▸ What you have to do
Exact duplicates of all the records are needed.

*** Block opens ***

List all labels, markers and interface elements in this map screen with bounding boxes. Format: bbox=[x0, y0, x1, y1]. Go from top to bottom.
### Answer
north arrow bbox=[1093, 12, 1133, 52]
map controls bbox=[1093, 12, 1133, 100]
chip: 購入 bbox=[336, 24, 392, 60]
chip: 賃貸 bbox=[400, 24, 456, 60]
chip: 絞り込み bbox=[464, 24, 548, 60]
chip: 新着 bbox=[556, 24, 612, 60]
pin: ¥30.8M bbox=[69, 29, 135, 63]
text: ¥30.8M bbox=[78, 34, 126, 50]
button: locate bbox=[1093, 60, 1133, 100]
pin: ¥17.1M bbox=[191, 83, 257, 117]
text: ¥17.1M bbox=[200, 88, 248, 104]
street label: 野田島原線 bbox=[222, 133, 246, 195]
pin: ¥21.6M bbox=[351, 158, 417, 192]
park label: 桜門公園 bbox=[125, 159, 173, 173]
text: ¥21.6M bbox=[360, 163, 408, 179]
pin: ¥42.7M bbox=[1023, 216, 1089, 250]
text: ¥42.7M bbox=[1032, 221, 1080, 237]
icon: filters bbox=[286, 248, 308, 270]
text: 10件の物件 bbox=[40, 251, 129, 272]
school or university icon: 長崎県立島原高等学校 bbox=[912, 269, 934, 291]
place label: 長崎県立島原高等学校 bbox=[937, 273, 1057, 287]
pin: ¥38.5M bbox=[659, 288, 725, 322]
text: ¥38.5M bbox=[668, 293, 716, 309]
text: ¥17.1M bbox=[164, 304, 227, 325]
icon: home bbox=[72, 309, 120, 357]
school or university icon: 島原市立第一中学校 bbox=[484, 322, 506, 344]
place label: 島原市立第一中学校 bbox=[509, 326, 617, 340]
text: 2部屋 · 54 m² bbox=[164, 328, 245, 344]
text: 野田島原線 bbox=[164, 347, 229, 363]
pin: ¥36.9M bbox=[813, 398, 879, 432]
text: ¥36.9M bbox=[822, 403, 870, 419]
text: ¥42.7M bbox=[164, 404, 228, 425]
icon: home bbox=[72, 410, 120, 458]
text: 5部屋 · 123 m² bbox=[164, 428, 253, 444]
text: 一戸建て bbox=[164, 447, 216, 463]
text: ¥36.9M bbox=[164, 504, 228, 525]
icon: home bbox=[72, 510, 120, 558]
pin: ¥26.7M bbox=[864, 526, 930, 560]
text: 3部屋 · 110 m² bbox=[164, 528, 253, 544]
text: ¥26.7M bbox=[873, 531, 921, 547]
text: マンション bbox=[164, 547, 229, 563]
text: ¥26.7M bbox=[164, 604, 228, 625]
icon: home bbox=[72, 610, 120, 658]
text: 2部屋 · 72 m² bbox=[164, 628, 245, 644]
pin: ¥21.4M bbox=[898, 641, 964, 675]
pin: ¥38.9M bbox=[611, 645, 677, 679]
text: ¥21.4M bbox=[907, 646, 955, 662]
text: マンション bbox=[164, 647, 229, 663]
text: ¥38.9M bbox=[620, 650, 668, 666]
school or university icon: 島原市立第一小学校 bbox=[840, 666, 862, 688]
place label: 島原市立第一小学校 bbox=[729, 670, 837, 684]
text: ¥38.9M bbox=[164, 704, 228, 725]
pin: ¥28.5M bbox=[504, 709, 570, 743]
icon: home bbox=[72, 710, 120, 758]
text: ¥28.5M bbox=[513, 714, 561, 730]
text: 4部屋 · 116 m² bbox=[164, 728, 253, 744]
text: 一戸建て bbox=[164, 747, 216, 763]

*** Block closes ***

▸ Solution to this exercise
List all labels, markers and interface elements in this map screen with bounding boxes. Format: bbox=[x0, y0, x1, y1]. Go from top to bottom.
### Answer
north arrow bbox=[1093, 12, 1133, 52]
map controls bbox=[1093, 12, 1133, 100]
chip: 購入 bbox=[336, 24, 392, 60]
chip: 賃貸 bbox=[400, 24, 456, 60]
chip: 絞り込み bbox=[464, 24, 548, 60]
chip: 新着 bbox=[556, 24, 612, 60]
pin: ¥30.8M bbox=[69, 29, 135, 63]
text: ¥30.8M bbox=[78, 34, 126, 50]
button: locate bbox=[1093, 60, 1133, 100]
pin: ¥17.1M bbox=[191, 83, 257, 117]
text: ¥17.1M bbox=[200, 88, 248, 104]
street label: 野田島原線 bbox=[222, 133, 246, 195]
pin: ¥21.6M bbox=[351, 158, 417, 192]
park label: 桜門公園 bbox=[125, 159, 173, 173]
text: ¥21.6M bbox=[360, 163, 408, 179]
pin: ¥42.7M bbox=[1023, 216, 1089, 250]
text: ¥42.7M bbox=[1032, 221, 1080, 237]
icon: filters bbox=[286, 248, 308, 270]
text: 10件の物件 bbox=[40, 251, 129, 272]
school or university icon: 長崎県立島原高等学校 bbox=[912, 269, 934, 291]
place label: 長崎県立島原高等学校 bbox=[937, 273, 1057, 287]
pin: ¥38.5M bbox=[659, 288, 725, 322]
text: ¥38.5M bbox=[668, 293, 716, 309]
text: ¥17.1M bbox=[164, 304, 227, 325]
icon: home bbox=[72, 309, 120, 357]
school or university icon: 島原市立第一中学校 bbox=[484, 322, 506, 344]
place label: 島原市立第一中学校 bbox=[509, 326, 617, 340]
text: 2部屋 · 54 m² bbox=[164, 328, 245, 344]
text: 野田島原線 bbox=[164, 347, 229, 363]
pin: ¥36.9M bbox=[813, 398, 879, 432]
text: ¥36.9M bbox=[822, 403, 870, 419]
text: ¥42.7M bbox=[164, 404, 228, 425]
icon: home bbox=[72, 410, 120, 458]
text: 5部屋 · 123 m² bbox=[164, 428, 253, 444]
text: 一戸建て bbox=[164, 447, 216, 463]
text: ¥36.9M bbox=[164, 504, 228, 525]
icon: home bbox=[72, 510, 120, 558]
pin: ¥26.7M bbox=[864, 526, 930, 560]
text: 3部屋 · 110 m² bbox=[164, 528, 253, 544]
text: ¥26.7M bbox=[873, 531, 921, 547]
text: マンション bbox=[164, 547, 229, 563]
text: ¥26.7M bbox=[164, 604, 228, 625]
icon: home bbox=[72, 610, 120, 658]
text: 2部屋 · 72 m² bbox=[164, 628, 245, 644]
pin: ¥21.4M bbox=[898, 641, 964, 675]
pin: ¥38.9M bbox=[611, 645, 677, 679]
text: ¥21.4M bbox=[907, 646, 955, 662]
text: マンション bbox=[164, 647, 229, 663]
text: ¥38.9M bbox=[620, 650, 668, 666]
school or university icon: 島原市立第一小学校 bbox=[840, 666, 862, 688]
place label: 島原市立第一小学校 bbox=[729, 670, 837, 684]
text: ¥38.9M bbox=[164, 704, 228, 725]
pin: ¥28.5M bbox=[504, 709, 570, 743]
icon: home bbox=[72, 710, 120, 758]
text: ¥28.5M bbox=[513, 714, 561, 730]
text: 4部屋 · 116 m² bbox=[164, 728, 253, 744]
text: 一戸建て bbox=[164, 747, 216, 763]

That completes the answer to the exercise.